Toberman Neighborhood Center was established in 1903 as the Toberman Settlement House. Today, it provides social services and educational tools for low-income individuals and families in the San Pedro, Wilmington, and Harbor City/Gateway areas to achieve self-sufficiency. It aims to move people beyond poverty; create motivated, life-long learners; strengthen respect for the family unit; and cultivate urban peace and interethnic harmony. It provides an after-school program; a family resources program with case management and wrap-around education and employment support; and gang intervention counselors. It serves more than 18,000 clients each year.
The Toberman Gang Intervention Program provides targeted gang members who seek to exit gang life with individualized wrap-around rehabilitative services, including case management, counseling, mentoring, and job preparation in the Harbor/San Pedro area.
Founded in 2005, Todah L’Tzahal works to strengthen the Jewish identity of Israeli soldiers and deepen their connection and commitment to the land of Israel and the Jewish people. Working in cooperation with the education department of the IDF, Todah L’Tzahal operates 3 core programs: Begin at the Base, which provides Jewish identity lectures on army bases; the Jerusalem Experience, which brings soldiers to Jerusalem for lectures, tours and seminars; and the Jerusalem Weekend Experience, which brings officers and officer cadets to Jerusalem to celebrate Shabbat and engage in Jewish learning. Since its inception, Todah L’Tzahal has provided close to 900,000 Jewish identity experiences to 370,000 soldiers.

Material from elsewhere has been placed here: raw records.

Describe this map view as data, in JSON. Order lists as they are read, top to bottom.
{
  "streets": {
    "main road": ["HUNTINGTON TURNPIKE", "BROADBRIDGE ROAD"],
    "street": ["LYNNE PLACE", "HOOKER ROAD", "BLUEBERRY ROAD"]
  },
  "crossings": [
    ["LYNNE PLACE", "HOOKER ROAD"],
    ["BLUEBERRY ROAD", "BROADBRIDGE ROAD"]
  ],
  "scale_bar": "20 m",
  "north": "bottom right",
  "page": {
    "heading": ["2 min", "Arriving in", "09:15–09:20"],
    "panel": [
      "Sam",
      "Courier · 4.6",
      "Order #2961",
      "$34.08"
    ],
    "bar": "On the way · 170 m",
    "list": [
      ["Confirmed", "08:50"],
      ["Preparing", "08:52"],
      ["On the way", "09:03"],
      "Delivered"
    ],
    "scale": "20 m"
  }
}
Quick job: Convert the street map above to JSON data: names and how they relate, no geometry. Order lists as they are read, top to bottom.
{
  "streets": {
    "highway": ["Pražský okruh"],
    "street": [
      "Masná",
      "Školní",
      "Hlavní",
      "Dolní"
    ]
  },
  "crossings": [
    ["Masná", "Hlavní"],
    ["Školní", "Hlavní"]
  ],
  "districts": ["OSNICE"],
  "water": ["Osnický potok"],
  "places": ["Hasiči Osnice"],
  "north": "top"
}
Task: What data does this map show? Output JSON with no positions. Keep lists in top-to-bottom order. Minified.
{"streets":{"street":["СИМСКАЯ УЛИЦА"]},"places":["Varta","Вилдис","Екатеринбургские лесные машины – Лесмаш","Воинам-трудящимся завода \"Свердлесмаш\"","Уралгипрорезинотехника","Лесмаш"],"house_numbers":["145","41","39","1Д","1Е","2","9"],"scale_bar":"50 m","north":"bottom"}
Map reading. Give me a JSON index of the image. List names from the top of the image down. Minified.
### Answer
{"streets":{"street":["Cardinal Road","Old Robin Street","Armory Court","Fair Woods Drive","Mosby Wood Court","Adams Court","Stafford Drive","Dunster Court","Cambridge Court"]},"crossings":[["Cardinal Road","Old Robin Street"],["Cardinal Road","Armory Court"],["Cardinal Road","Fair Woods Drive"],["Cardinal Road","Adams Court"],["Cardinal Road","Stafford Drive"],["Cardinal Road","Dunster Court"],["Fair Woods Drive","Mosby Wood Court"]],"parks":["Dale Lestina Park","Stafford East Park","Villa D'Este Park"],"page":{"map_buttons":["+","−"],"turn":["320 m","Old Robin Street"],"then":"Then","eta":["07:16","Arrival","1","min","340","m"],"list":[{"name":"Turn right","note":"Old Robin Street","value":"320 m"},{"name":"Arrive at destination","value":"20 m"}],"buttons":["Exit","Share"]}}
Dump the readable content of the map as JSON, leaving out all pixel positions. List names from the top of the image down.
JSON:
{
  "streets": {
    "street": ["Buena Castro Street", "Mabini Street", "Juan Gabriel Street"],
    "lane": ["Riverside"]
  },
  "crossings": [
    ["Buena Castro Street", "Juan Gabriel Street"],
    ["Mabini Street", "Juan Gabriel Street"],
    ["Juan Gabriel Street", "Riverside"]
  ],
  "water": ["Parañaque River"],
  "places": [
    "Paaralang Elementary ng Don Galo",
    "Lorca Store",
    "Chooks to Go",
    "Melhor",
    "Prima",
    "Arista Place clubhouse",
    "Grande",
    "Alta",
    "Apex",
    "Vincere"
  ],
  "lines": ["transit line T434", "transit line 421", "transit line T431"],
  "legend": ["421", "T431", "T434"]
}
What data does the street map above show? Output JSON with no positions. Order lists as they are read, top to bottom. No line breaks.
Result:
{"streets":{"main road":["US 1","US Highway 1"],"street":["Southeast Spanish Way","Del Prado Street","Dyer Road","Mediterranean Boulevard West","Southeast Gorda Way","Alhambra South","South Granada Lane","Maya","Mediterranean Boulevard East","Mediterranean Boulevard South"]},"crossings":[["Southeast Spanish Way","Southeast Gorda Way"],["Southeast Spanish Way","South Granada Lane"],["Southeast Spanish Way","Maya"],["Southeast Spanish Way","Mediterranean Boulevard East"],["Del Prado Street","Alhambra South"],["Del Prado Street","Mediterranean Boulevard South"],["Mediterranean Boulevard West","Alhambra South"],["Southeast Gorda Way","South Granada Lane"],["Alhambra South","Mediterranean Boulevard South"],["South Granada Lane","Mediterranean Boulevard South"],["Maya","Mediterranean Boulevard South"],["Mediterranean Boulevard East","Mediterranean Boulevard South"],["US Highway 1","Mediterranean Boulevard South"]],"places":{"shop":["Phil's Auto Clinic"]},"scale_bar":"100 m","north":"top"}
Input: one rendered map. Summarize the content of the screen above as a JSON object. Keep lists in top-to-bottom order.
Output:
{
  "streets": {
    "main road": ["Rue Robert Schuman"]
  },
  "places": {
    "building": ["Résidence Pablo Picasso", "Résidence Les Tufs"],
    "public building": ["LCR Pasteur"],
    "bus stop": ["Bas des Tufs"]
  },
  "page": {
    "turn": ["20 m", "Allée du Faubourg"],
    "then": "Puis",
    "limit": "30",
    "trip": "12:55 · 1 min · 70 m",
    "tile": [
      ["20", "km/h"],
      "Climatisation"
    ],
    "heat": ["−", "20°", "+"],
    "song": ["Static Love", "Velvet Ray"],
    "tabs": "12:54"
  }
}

The Heritage Lectures, Jerusalem Experience, Jerusalem Shabbat Experience provide Jewish identity programming to 250,000 soldiers through army base lectures and Jerusalem experiences.
Established in 1997, Tzohar aims to bridge the gap between religious and secular Jews in Israel. It is dedicated to ensuring the Jewish future of Israel and to enriching Israeli culture by providing Jewish content in a welcoming and inclusive atmosphere. Tzohar focuses its work in three areas: 1) Training moderate Zionist rabbinic leadership to reach out to secular Jews and create inclusive, pluralistic Jewish rituals and programming; 2) Facilitating meaningful Jewish ritual experiences in the areas of marriage, holidays, and prayer; and 3) Initiating public policy efforts that inform the media and public leaders about Jewish pluralism. Tzohar’s initiatives bring Jews of different backgrounds and observation levels together and make Judaism accessible for all.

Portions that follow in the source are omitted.